My friend Johnny called me the other day and asked me what I thought of Kanye West’s mental health. This is a conversation I have had a few times. There is complication to the lives of others, and there is further chaos when making decisions about the mind. You do not have the context; the understanding; the real-life experience; the qualifications. But speculating on a star’s mental health became a respected and accepted hobby in the 2000s. And while we may have evolved beyond Britney Spears and Paris Hilton, and our understanding of mental health has developed greatly, none of that has been able to take away from the Thrill of playing Armchair Doctor. That is a phenomenon that is not going anywhere.

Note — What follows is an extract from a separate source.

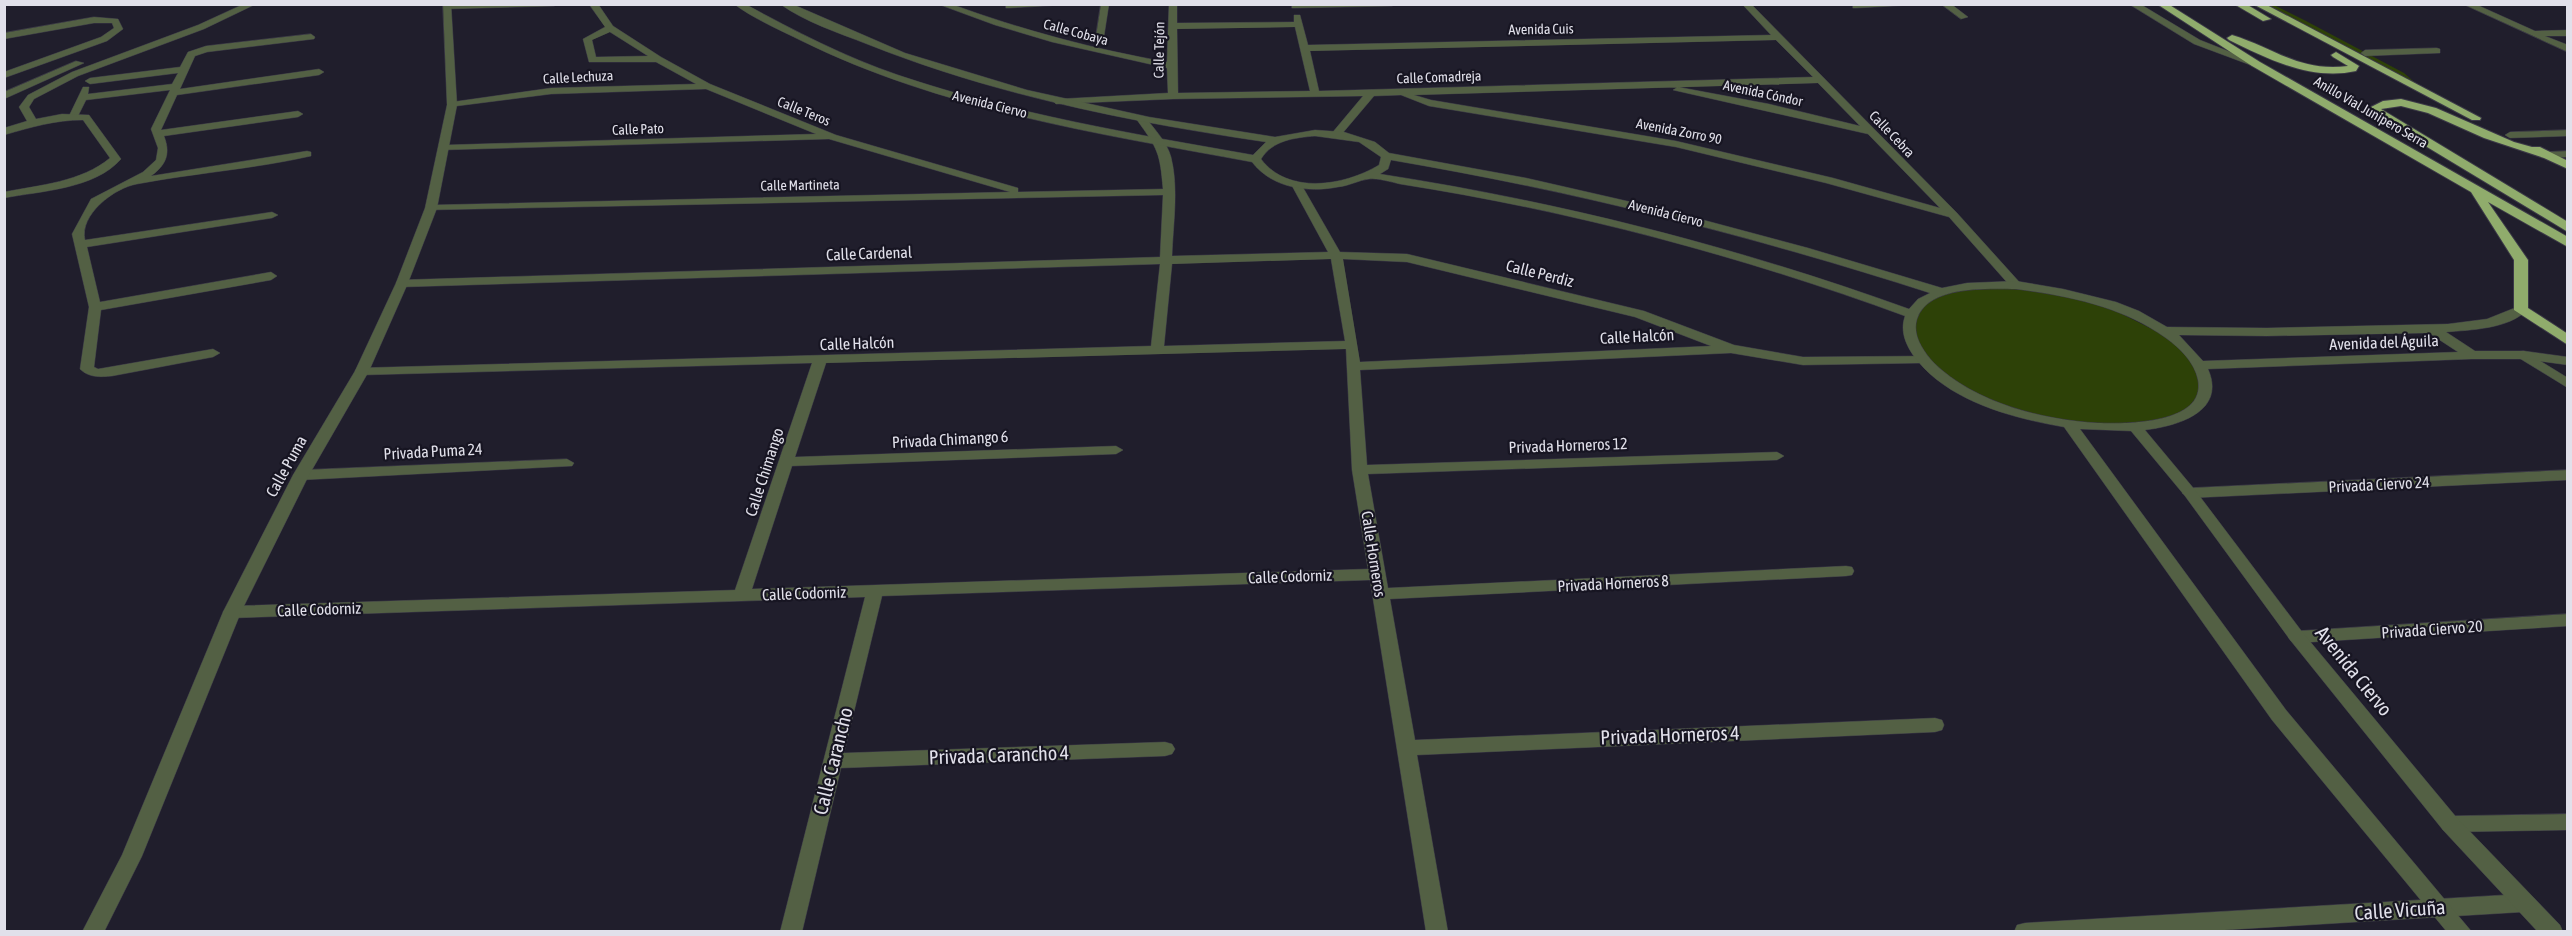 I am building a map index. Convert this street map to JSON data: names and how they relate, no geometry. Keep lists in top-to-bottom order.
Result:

So here is what we know: Kanye West has been diagnosed with bipolar disorder. He has, by his own admission, been through multiple manic episodes. He was hospitalised for a psychiatric emergency in 2016. The efforts of loved ones and friends to intervene or help West have been at times painfully public. And so have the outbursts. Kanye’s role in culture as one of the most famous people on the planet does not make things easier, and all of this creates a whirlwind of conflicting ideas about how to cover him, what to cover about him, and where (and whether) to… give him a break.
It is hard.
Kanye West has a microphone. There is an obvious and valid argument about West’s mental health – and the way it influences his actions – that points towards the many millions of people with similar struggles who do not turn into Nazis. And this is true. Having bipolar does not cause you to be antisemitic. But Kanye West is not everybody else. It can be hard to feel sympathy for those who don’t want it. It is harder still for anyone other than a handful of people to understand what Kanye West’s everyday life has been like for years, and what that would do to you as a person. Consider for a moment your own mental health, and then imagine millions of people liveblogging it. Do you think that would feel good?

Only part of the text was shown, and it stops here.